- Directions for this task -
Start at the top and transcribe every record through the final line exactly.

##########

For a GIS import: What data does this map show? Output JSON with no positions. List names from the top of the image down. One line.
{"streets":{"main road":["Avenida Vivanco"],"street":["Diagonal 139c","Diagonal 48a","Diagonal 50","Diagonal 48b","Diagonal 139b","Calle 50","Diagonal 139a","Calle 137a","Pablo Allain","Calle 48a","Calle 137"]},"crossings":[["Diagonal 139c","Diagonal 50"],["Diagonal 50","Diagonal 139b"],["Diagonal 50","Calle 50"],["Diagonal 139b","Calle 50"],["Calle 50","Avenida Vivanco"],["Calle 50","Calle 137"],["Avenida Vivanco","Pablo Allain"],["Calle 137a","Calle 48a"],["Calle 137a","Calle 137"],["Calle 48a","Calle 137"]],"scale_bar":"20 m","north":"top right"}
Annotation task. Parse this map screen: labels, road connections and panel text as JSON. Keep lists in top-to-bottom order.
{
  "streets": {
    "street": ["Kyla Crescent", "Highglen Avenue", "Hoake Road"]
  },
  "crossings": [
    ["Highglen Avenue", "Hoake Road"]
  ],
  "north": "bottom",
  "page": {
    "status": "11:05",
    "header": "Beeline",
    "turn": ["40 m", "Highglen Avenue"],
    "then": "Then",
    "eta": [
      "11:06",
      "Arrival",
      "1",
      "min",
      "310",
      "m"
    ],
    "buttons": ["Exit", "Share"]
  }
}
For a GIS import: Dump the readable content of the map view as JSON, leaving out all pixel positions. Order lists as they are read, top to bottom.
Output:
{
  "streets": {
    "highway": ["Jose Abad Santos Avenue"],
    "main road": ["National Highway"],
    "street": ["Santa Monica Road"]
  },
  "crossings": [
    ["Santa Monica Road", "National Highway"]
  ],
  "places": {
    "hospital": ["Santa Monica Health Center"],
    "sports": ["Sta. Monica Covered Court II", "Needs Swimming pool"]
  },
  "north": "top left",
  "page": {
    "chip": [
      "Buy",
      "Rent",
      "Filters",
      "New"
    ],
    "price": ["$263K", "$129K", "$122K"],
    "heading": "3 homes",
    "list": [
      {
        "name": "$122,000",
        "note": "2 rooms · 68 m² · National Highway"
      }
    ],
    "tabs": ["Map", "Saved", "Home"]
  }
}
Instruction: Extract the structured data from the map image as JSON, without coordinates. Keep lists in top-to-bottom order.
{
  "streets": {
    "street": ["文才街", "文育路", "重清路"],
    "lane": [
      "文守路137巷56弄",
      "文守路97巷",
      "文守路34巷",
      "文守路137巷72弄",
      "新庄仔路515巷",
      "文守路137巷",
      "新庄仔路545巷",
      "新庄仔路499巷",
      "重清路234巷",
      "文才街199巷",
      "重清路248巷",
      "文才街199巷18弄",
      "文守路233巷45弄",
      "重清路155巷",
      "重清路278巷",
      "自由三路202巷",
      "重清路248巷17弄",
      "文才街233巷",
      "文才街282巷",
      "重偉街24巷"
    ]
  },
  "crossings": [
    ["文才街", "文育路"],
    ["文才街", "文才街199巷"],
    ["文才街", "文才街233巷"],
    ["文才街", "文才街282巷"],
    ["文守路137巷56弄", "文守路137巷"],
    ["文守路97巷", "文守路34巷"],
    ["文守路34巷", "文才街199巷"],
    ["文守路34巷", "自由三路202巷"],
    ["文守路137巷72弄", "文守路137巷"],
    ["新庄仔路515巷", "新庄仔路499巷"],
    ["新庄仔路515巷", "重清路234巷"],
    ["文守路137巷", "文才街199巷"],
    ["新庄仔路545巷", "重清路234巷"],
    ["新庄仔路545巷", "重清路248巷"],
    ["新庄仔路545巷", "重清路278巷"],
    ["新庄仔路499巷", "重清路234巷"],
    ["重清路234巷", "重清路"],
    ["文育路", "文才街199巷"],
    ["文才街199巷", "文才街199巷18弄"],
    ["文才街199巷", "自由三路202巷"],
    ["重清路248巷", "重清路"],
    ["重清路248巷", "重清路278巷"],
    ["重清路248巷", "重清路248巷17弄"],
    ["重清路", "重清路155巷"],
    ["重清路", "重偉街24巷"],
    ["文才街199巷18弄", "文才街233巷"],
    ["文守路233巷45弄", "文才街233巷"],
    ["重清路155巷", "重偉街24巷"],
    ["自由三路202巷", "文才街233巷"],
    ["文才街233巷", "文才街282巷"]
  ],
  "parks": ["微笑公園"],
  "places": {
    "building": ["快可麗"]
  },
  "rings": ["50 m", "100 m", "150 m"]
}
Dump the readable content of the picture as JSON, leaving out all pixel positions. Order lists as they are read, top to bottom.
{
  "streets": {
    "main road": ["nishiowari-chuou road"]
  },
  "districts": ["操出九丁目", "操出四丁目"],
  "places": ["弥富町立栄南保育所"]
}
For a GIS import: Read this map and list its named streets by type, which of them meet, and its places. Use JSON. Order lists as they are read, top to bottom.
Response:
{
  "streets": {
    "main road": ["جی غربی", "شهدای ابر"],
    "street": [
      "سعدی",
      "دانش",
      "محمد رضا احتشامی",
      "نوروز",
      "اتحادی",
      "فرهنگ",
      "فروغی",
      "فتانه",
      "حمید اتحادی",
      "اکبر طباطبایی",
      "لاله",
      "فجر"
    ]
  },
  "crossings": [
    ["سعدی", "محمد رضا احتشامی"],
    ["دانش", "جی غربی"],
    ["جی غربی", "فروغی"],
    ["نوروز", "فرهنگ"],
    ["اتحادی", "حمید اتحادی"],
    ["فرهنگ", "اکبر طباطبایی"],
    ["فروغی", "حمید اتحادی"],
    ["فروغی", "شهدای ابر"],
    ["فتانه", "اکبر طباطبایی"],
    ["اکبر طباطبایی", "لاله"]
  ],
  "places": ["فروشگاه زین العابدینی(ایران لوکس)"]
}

##########

- Reply to the exercise -
For a GIS import: What data does this map show? Output JSON with no positions. List names from the top of the image down. One line.
{"streets":{"main road":["Avenida Vivanco"],"street":["Diagonal 139c","Diagonal 48a","Diagonal 50","Diagonal 48b","Diagonal 139b","Calle 50","Diagonal 139a","Calle 137a","Pablo Allain","Calle 48a","Calle 137"]},"crossings":[["Diagonal 139c","Diagonal 50"],["Diagonal 50","Diagonal 139b"],["Diagonal 50","Calle 50"],["Diagonal 139b","Calle 50"],["Calle 50","Avenida Vivanco"],["Calle 50","Calle 137"],["Avenida Vivanco","Pablo Allain"],["Calle 137a","Calle 48a"],["Calle 137a","Calle 137"],["Calle 48a","Calle 137"]],"scale_bar":"20 m","north":"top right"}
Annotation task. Parse this map screen: labels, road connections and panel text as JSON. Keep lists in top-to-bottom order.
{
  "streets": {
    "street": ["Kyla Crescent", "Highglen Avenue", "Hoake Road"]
  },
  "crossings": [
    ["Highglen Avenue", "Hoake Road"]
  ],
  "north": "bottom",
  "page": {
    "status": "11:05",
    "header": "Beeline",
    "turn": ["40 m", "Highglen Avenue"],
    "then": "Then",
    "eta": [
      "11:06",
      "Arrival",
      "1",
      "min",
      "310",
      "m"
    ],
    "buttons": ["Exit", "Share"]
  }
}
For a GIS import: Dump the readable content of the map view as JSON, leaving out all pixel positions. Order lists as they are read, top to bottom.
Output:
{
  "streets": {
    "highway": ["Jose Abad Santos Avenue"],
    "main road": ["National Highway"],
    "street": ["Santa Monica Road"]
  },
  "crossings": [
    ["Santa Monica Road", "National Highway"]
  ],
  "places": {
    "hospital": ["Santa Monica Health Center"],
    "sports": ["Sta. Monica Covered Court II", "Needs Swimming pool"]
  },
  "north": "top left",
  "page": {
    "chip": [
      "Buy",
      "Rent",
      "Filters",
      "New"
    ],
    "price": ["$263K", "$129K", "$122K"],
    "heading": "3 homes",
    "list": [
      {
        "name": "$122,000",
        "note": "2 rooms · 68 m² · National Highway"
      }
    ],
    "tabs": ["Map", "Saved", "Home"]
  }
}
Instruction: Extract the structured data from the map image as JSON, without coordinates. Keep lists in top-to-bottom order.
{
  "streets": {
    "street": ["文才街", "文育路", "重清路"],
    "lane": [
      "文守路137巷56弄",
      "文守路97巷",
      "文守路34巷",
      "文守路137巷72弄",
      "新庄仔路515巷",
      "文守路137巷",
      "新庄仔路545巷",
      "新庄仔路499巷",
      "重清路234巷",
      "文才街199巷",
      "重清路248巷",
      "文才街199巷18弄",
      "文守路233巷45弄",
      "重清路155巷",
      "重清路278巷",
      "自由三路202巷",
      "重清路248巷17弄",
      "文才街233巷",
      "文才街282巷",
      "重偉街24巷"
    ]
  },
  "crossings": [
    ["文才街", "文育路"],
    ["文才街", "文才街199巷"],
    ["文才街", "文才街233巷"],
    ["文才街", "文才街282巷"],
    ["文守路137巷56弄", "文守路137巷"],
    ["文守路97巷", "文守路34巷"],
    ["文守路34巷", "文才街199巷"],
    ["文守路34巷", "自由三路202巷"],
    ["文守路137巷72弄", "文守路137巷"],
    ["新庄仔路515巷", "新庄仔路499巷"],
    ["新庄仔路515巷", "重清路234巷"],
    ["文守路137巷", "文才街199巷"],
    ["新庄仔路545巷", "重清路234巷"],
    ["新庄仔路545巷", "重清路248巷"],
    ["新庄仔路545巷", "重清路278巷"],
    ["新庄仔路499巷", "重清路234巷"],
    ["重清路234巷", "重清路"],
    ["文育路", "文才街199巷"],
    ["文才街199巷", "文才街199巷18弄"],
    ["文才街199巷", "自由三路202巷"],
    ["重清路248巷", "重清路"],
    ["重清路248巷", "重清路278巷"],
    ["重清路248巷", "重清路248巷17弄"],
    ["重清路", "重清路155巷"],
    ["重清路", "重偉街24巷"],
    ["文才街199巷18弄", "文才街233巷"],
    ["文守路233巷45弄", "文才街233巷"],
    ["重清路155巷", "重偉街24巷"],
    ["自由三路202巷", "文才街233巷"],
    ["文才街233巷", "文才街282巷"]
  ],
  "parks": ["微笑公園"],
  "places": {
    "building": ["快可麗"]
  },
  "rings": ["50 m", "100 m", "150 m"]
}
Dump the readable content of the picture as JSON, leaving out all pixel positions. Order lists as they are read, top to bottom.
{
  "streets": {
    "main road": ["nishiowari-chuou road"]
  },
  "districts": ["操出九丁目", "操出四丁目"],
  "places": ["弥富町立栄南保育所"]
}
For a GIS import: Read this map and list its named streets by type, which of them meet, and its places. Use JSON. Order lists as they are read, top to bottom.
Response:
{
  "streets": {
    "main road": ["جی غربی", "شهدای ابر"],
    "street": [
      "سعدی",
      "دانش",
      "محمد رضا احتشامی",
      "نوروز",
      "اتحادی",
      "فرهنگ",
      "فروغی",
      "فتانه",
      "حمید اتحادی",
      "اکبر طباطبایی",
      "لاله",
      "فجر"
    ]
  },
  "crossings": [
    ["سعدی", "محمد رضا احتشامی"],
    ["دانش", "جی غربی"],
    ["جی غربی", "فروغی"],
    ["نوروز", "فرهنگ"],
    ["اتحادی", "حمید اتحادی"],
    ["فرهنگ", "اکبر طباطبایی"],
    ["فروغی", "حمید اتحادی"],
    ["فروغی", "شهدای ابر"],
    ["فتانه", "اکبر طباطبایی"],
    ["اکبر طباطبایی", "لاله"]
  ],
  "places": ["فروشگاه زین العابدینی(ایران لوکس)"]
}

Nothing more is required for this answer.